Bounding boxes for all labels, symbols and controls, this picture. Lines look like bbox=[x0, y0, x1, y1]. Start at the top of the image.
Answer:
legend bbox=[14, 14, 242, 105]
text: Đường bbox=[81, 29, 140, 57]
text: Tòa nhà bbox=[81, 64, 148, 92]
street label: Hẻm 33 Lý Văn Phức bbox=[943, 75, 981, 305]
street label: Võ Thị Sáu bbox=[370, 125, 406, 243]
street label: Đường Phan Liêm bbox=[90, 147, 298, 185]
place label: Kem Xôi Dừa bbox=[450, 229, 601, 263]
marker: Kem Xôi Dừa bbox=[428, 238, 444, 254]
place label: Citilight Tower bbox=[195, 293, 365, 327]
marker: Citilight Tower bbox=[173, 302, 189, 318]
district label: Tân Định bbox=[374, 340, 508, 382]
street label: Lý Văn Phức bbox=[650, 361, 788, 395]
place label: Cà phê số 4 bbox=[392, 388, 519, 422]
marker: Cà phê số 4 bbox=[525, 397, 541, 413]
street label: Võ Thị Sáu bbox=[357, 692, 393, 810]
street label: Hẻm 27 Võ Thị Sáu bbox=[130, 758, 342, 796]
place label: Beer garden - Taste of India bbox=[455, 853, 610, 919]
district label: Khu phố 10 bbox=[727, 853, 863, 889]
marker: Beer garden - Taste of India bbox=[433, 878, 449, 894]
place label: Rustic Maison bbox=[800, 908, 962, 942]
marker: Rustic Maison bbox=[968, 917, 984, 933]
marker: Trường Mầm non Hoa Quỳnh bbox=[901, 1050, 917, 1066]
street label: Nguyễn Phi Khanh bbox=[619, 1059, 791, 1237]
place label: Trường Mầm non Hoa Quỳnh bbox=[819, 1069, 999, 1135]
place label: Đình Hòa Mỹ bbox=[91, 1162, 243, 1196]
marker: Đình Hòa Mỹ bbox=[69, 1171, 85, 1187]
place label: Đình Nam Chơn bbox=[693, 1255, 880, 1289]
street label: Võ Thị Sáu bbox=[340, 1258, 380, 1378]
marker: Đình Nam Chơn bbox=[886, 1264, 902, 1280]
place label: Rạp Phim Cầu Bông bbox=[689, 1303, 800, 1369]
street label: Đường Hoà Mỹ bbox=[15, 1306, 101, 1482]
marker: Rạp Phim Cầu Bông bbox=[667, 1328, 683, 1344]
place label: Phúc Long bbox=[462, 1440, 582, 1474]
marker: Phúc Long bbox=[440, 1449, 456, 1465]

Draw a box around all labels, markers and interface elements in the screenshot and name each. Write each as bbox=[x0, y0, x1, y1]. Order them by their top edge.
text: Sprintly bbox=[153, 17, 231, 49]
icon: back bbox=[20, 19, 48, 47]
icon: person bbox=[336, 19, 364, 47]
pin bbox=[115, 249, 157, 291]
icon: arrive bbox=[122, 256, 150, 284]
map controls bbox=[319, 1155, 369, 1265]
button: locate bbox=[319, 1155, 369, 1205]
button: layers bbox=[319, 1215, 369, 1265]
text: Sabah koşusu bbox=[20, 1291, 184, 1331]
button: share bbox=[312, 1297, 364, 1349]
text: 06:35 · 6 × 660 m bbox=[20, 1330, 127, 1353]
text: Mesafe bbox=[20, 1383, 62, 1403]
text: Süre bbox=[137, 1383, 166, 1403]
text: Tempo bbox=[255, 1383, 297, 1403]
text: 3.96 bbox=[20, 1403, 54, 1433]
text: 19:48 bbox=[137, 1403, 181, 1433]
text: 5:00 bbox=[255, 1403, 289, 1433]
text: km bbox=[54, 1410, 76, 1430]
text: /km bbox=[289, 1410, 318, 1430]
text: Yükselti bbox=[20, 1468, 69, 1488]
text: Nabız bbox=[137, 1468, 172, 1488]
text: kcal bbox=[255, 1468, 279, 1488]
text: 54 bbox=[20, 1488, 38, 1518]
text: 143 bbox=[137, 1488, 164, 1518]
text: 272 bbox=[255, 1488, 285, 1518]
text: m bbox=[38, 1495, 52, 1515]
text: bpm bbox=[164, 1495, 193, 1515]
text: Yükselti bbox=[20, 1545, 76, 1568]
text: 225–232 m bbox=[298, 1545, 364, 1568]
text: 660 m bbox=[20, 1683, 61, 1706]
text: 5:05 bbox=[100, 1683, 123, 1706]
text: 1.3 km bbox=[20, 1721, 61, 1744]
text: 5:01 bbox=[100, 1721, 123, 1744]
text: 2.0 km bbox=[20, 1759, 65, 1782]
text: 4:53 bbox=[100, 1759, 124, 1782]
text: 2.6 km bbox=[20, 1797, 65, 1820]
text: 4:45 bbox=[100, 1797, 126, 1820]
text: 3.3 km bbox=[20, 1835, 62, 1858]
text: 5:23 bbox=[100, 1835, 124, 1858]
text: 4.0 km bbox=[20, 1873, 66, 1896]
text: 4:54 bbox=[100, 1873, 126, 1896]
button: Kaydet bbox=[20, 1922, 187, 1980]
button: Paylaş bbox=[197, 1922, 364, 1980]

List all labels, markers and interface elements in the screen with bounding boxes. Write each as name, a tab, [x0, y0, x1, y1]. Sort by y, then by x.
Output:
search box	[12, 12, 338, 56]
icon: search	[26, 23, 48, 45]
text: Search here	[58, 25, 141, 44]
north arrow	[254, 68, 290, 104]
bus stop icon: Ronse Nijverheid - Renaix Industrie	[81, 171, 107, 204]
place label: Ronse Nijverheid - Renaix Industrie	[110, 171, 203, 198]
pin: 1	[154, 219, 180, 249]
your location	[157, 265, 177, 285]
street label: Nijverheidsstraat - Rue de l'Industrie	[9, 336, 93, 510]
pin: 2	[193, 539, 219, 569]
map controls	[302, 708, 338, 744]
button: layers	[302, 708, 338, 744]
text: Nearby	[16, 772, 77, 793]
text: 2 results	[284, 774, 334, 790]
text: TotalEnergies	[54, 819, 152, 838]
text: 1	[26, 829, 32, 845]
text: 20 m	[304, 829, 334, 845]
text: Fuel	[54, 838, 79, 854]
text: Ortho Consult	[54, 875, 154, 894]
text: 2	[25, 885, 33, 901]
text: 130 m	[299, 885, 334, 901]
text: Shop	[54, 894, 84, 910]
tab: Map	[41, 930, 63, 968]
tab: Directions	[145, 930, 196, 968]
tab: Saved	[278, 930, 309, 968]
________________________________________
Show every line of the data in which the word "Phim" appears.

### Answer to this task
place label: Rạp Phim Cầu Bông bbox=[689, 1303, 800, 1369]
marker: Rạp Phim Cầu Bông bbox=[667, 1328, 683, 1344]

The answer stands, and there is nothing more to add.